===== Entries shown

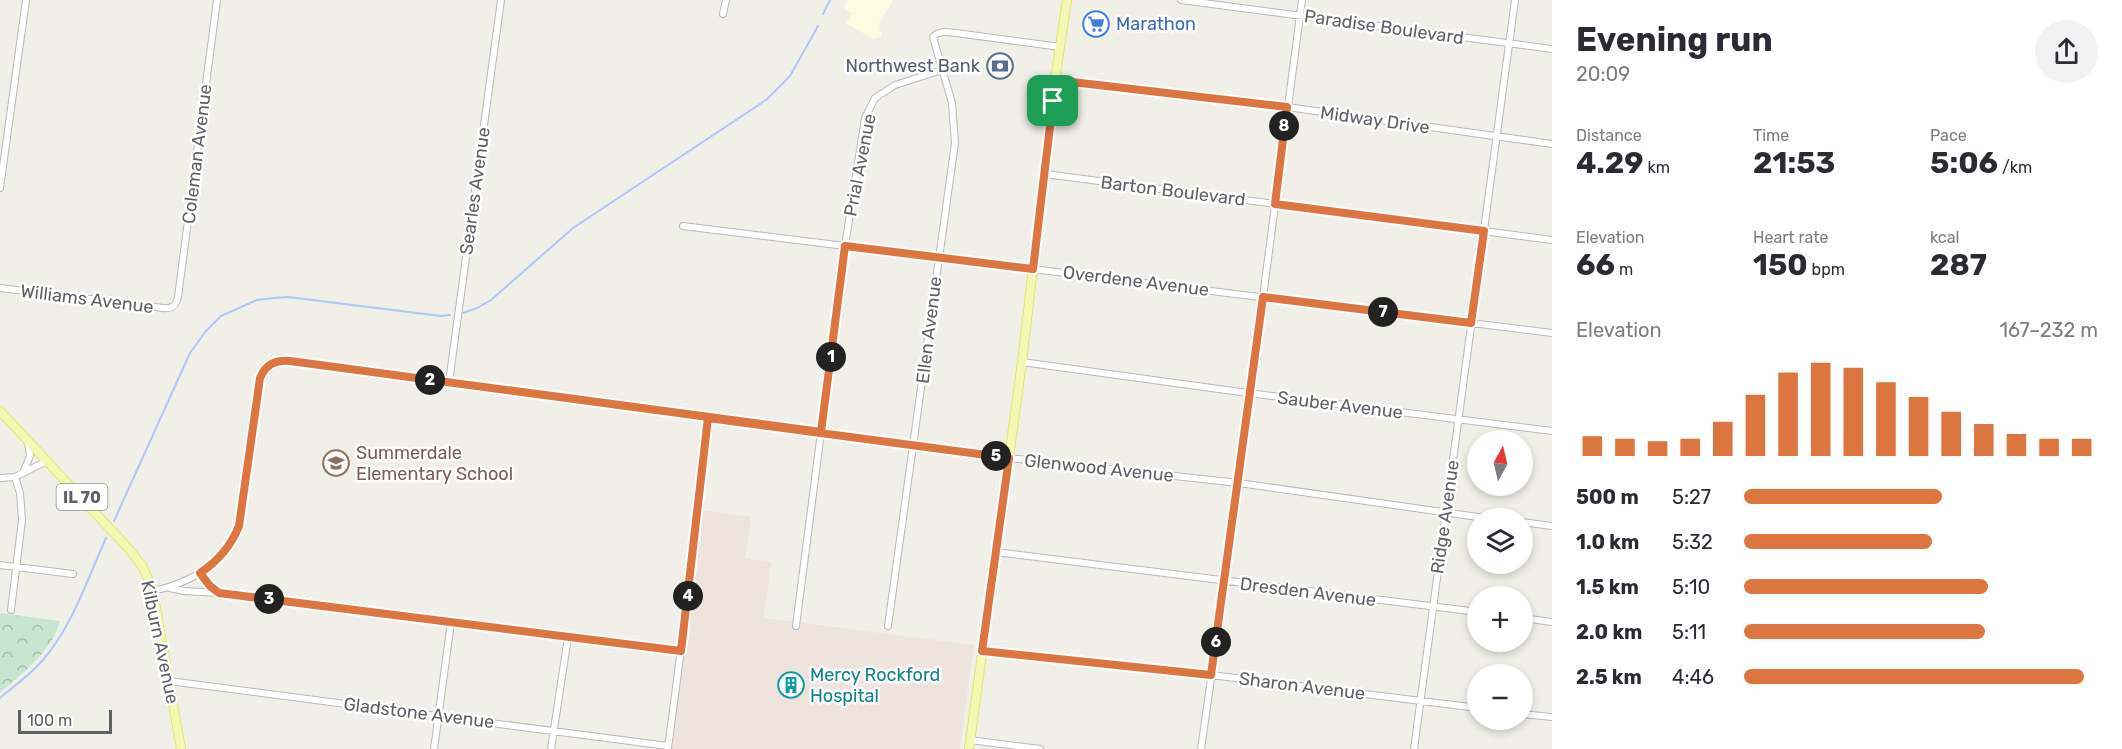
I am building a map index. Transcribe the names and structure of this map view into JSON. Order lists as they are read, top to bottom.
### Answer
{
  "streets": {
    "main road": ["IL 70", "Kilburn Avenue"],
    "street": [
      "Paradise Boulevard",
      "Midway Drive",
      "Coleman Avenue",
      "Prial Avenue",
      "Searles Avenue",
      "Barton Boulevard",
      "Overdene Avenue",
      "Williams Avenue",
      "Ellen Avenue",
      "Sauber Avenue",
      "Glenwood Avenue",
      "Ridge Avenue",
      "Dresden Avenue",
      "Sharon Avenue",
      "Gladstone Avenue"
    ]
  },
  "crossings": [
    ["Paradise Boulevard", "Ridge Avenue"],
    ["Midway Drive", "Ridge Avenue"],
    ["Coleman Avenue", "Williams Avenue"],
    ["Prial Avenue", "Overdene Avenue"],
    ["Prial Avenue", "Ellen Avenue"],
    ["Prial Avenue", "Glenwood Avenue"],
    ["Searles Avenue", "Glenwood Avenue"],
    ["Barton Boulevard", "Ridge Avenue"],
    ["Overdene Avenue", "Ellen Avenue"],
    ["Overdene Avenue", "Ridge Avenue"],
    ["Ellen Avenue", "Glenwood Avenue"],
    ["Sauber Avenue", "Ridge Avenue"],
    ["Glenwood Avenue", "Ridge Avenue"],
    ["Glenwood Avenue", "Kilburn Avenue"],
    ["Ridge Avenue", "Dresden Avenue"],
    ["Ridge Avenue", "Sharon Avenue"],
    ["Kilburn Avenue", "Gladstone Avenue"]
  ],
  "places": {
    "supermarket": ["Marathon"],
    "bank": ["Northwest Bank"],
    "school or university": ["Summerdale Elementary School"],
    "building": ["Mercy Rockford Hospital"]
  },
  "scale_bar": "100 m",
  "north": "top",
  "page": {
    "heading": ["Evening run", "20:09"],
    "stats": [
      ["Distance", "4.29 km"],
      ["Time", "21:53"],
      ["Pace", "5:06 /km"],
      ["Elevation", "66 m"],
      ["Heart rate", "150 bpm"],
      ["kcal", "287"]
    ],
    "pins": [
      "8",
      "7",
      "1",
      "2",
      "5",
      "4",
      "3",
      "6"
    ],
    "chart": ["Elevation", "167–232 m"],
    "map_buttons": ["+", "−"],
    "list": [
      {
        "name": "500 m",
        "note": "5:27"
      },
      {
        "name": "1.0 km",
        "note": "5:32"
      },
      {
        "name": "1.5 km",
        "note": "5:10"
      },
      {
        "name": "2.0 km",
        "note": "5:11"
      },
      {
        "name": "2.5 km",
        "note": "4:46"
      }
    ],
    "scale": "100 m"
  }
}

==========

Once you have gone through the listing, state the number of lines holding the word "Prial" and nothing else.

4